E é assim que os/as executados/as vão vendo o seu património ser penhorado durante anos a fio, sem que sequer se encontrem representados em juízo por advogado/a, o que sucede quando o valor da ação é inferior ao da alçada do tribunal da primeira instância, ou quando, sendo superior e esse montante, não forem deduzidos embargos, o que significa, na prática, que a esmagadora maioria do/as cidadão/ãs comuns, são parte num processo onde desconhecem as suas possibilidades de reação judicial contra a ação que contra si foi instaurada, como também a idoneidade do título que foi dado pelo credor à execução, a existência (ou não) da obrigação, os limites

legais das penhoras, ou o tipo de bens que podem ser objeto das mesmas.

E é assim possível que pessoas singulares, ou empresas (que em Portugal, na sua esmagadora maioria, são Pequenas e Médias Empresas (PME) ou Micro-Empresas (ME)), podem ser alvo de diligências de penhora que, naturalmente, são realizadas à custa do seu património existente, para saldar as suas alegadas obrigações.

É por isso imperativo que as regras da ação executiva sejam cabalmente cumpridas e os seus intervenientes processuais atuem com o máximo rigor possível, sempre respeitando os direitos legais e pessoais dos visados e as regras deontológicas impostas pelas profissões reguladas.

Em face desta realidade, pese embora não sejam surpreendentes, não deixam de ser chocantes as diversas reportagens jornalísticas que foram exibidas este verão de 2021 (uma delas até acompanhou uma dessas “diligências de penhora de bens móveis”, levada a cabo por uma sociedade que, alegadamente, se dedica a “recuperar créditos”,) não podendo o visionamento das mesmas deixar de nos fazer questionar se, afinal, o processo executivo nacional se transformou numa espécie de faroeste, ou se as regras processuais foram agora substituídas por profissionais que, ao estilo do Xerife de Nottingham, ameaçam e agridem pessoas e os poucos advogados presentes, perante inércia de muitos dos membros de Órgãos de Policia Criminal (OPC) ali presentes, dentro dos seus domicílios pessoais e profissionais, executando penhoras de legalidade muitíssimo duvidosa.

As reportagens em causa que deram origem a dois comunicados, um da Ordem dos Advogados (OA) e o outro da Ordem dos Solicitadores e Agentes de Execução (OSAE), evidenciam bem quais as regras legais que são impostas aos operadores judiciários durante este tipo de diligências, os seus limites e a necessidade de constituição de mandatário nestes processos (independentemente do valor da causa), já que um processo judicial não é (nem deve ser nunca), um filme de cinema e nem o Agente de Execução que preside ás diligências, pode receber “ordens” do degradantes do Exequente (como podemos atestar através das imagens e do som transmitidos em mais eu uma das reportagens televisivas), precisamente porque existem direitos pessoais e processuais dos/ as Executados/as que devem ser garantidos, independentemente destes/as serem ou não responsáveis pelo pagamento dos seus créditos perante seus credores.

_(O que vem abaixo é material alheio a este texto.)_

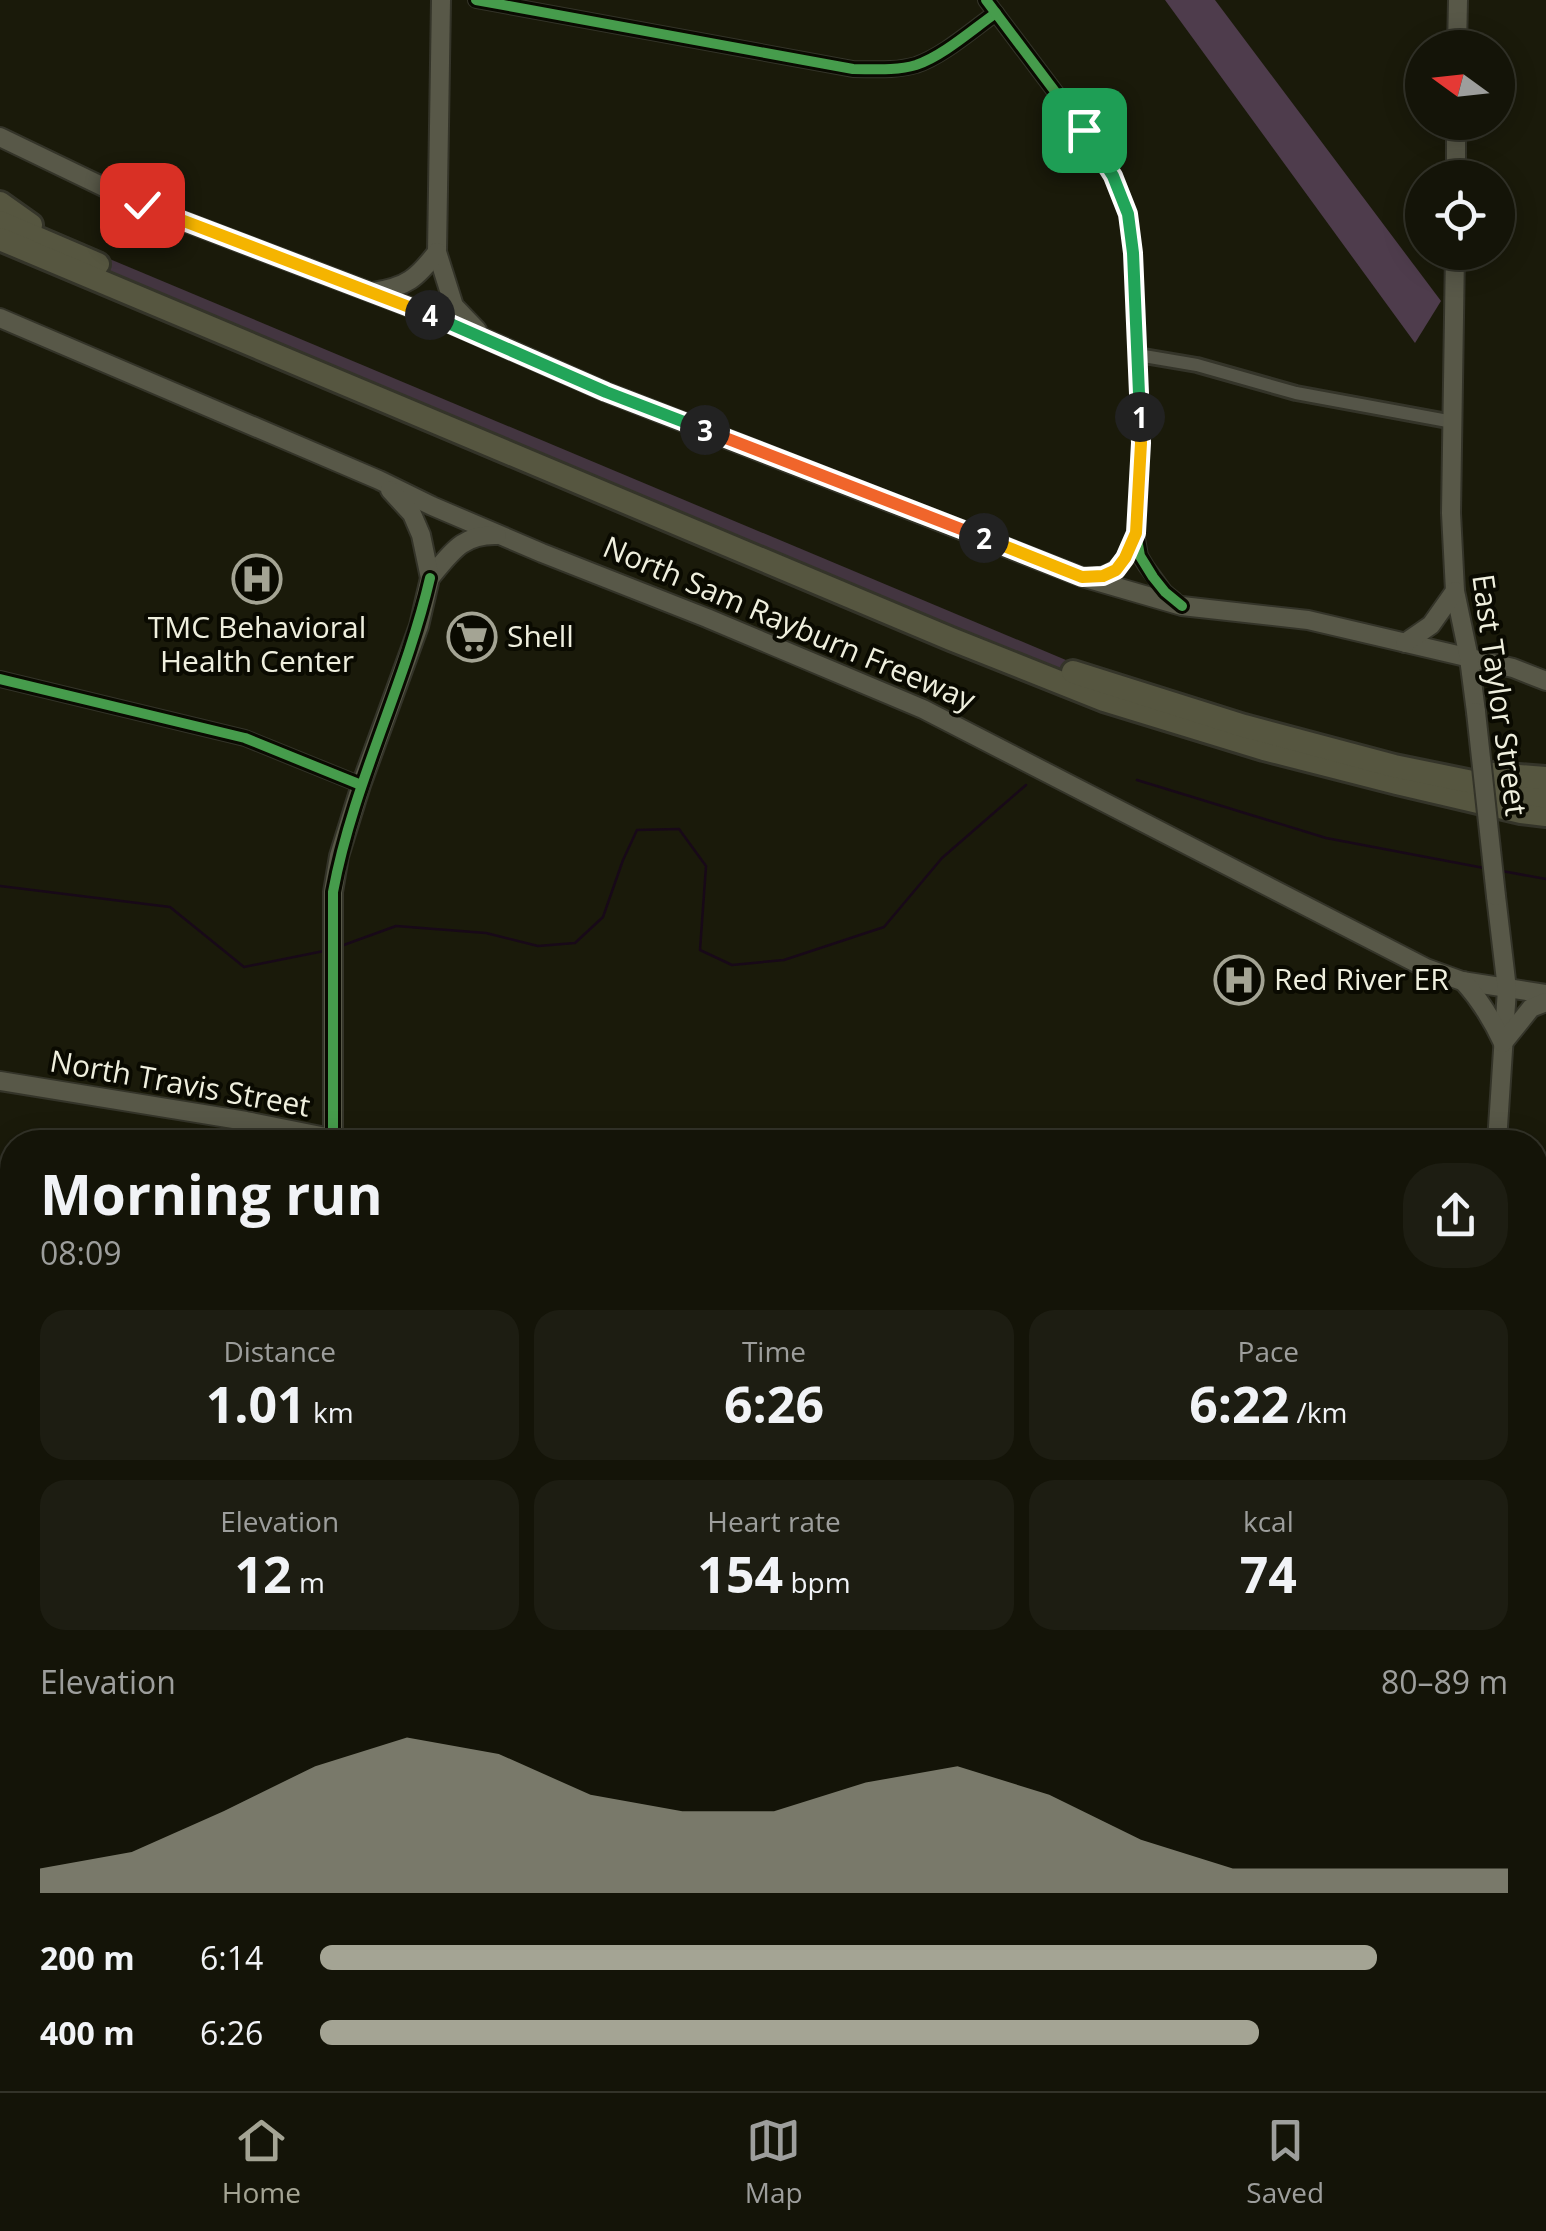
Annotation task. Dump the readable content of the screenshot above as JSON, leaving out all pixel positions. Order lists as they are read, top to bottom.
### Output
{
  "streets": {
    "highway": ["North Sam Rayburn Freeway"],
    "main road": ["East Taylor Street", "North Travis Street"]
  },
  "crossings": [
    ["North Sam Rayburn Freeway", "East Taylor Street"]
  ],
  "places": {
    "hospital": ["TMC Behavioral Health Center", "Red River ER"],
    "supermarket": ["Shell"]
  },
  "north": "left",
  "page": {
    "pins": [
      "4",
      "1",
      "3",
      "2"
    ],
    "heading": ["Morning run", "08:09"],
    "stats": [
      ["Distance", "1.01 km"],
      ["Time", "6:26"],
      ["Pace", "6:22 /km"],
      ["Elevation", "12 m"],
      ["Heart rate", "154 bpm"],
      ["kcal", "74"]
    ],
    "chart": ["Elevation", "80–89 m"],
    "list": [
      {
        "name": "200 m",
        "note": "6:14"
      },
      {
        "name": "400 m",
        "note": "6:26"
      }
    ],
    "tabs": ["Home", "Map", "Saved"]
  }
}
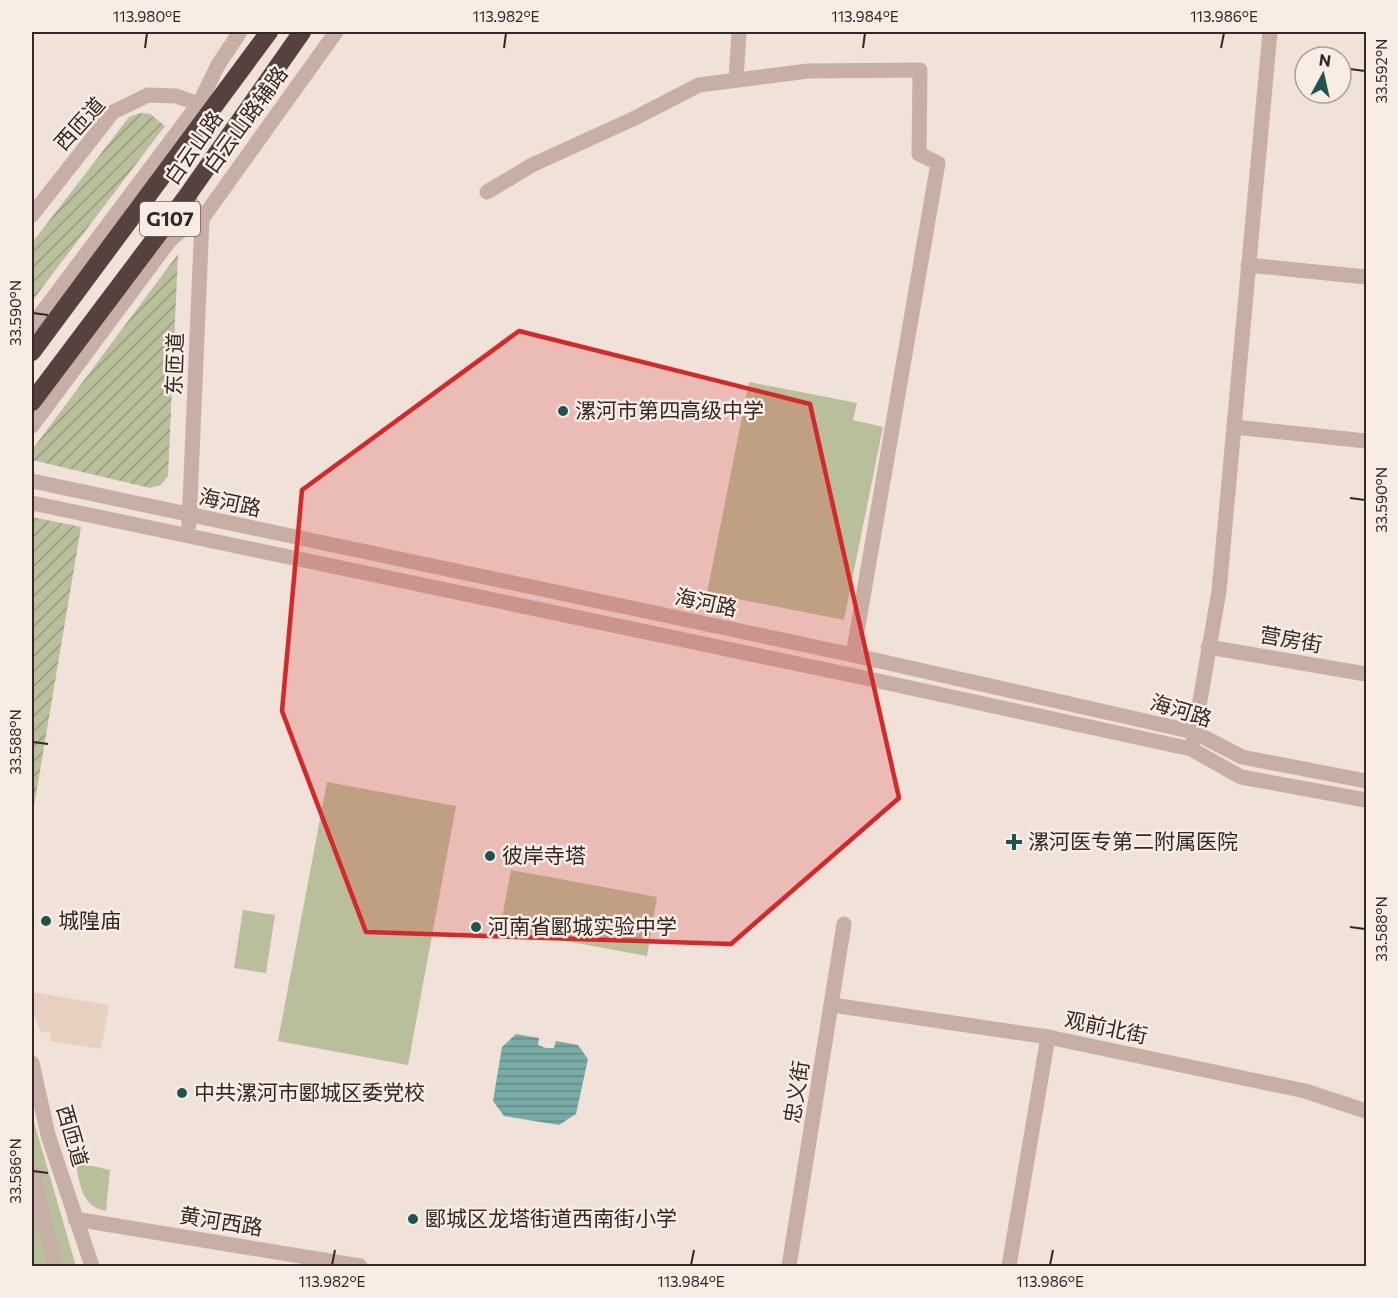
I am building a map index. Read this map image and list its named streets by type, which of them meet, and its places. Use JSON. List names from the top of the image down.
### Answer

Talvez a visualização destas reportagens que chocam qualquer um/a habituado a viver há quase 50 anos sobre a égide de um estado de direito democrático, nos faça trazer à luz e ajude a concluir a investigação criminal que se encontra em curso há meses, que terá sido iniciada depois de diversas denuncias das vitimas destas “diligências”, que nos retratam uma realidade tenebrosa e inaceitável, em que alguns (poucos), querem transformar o processo judicial executivo.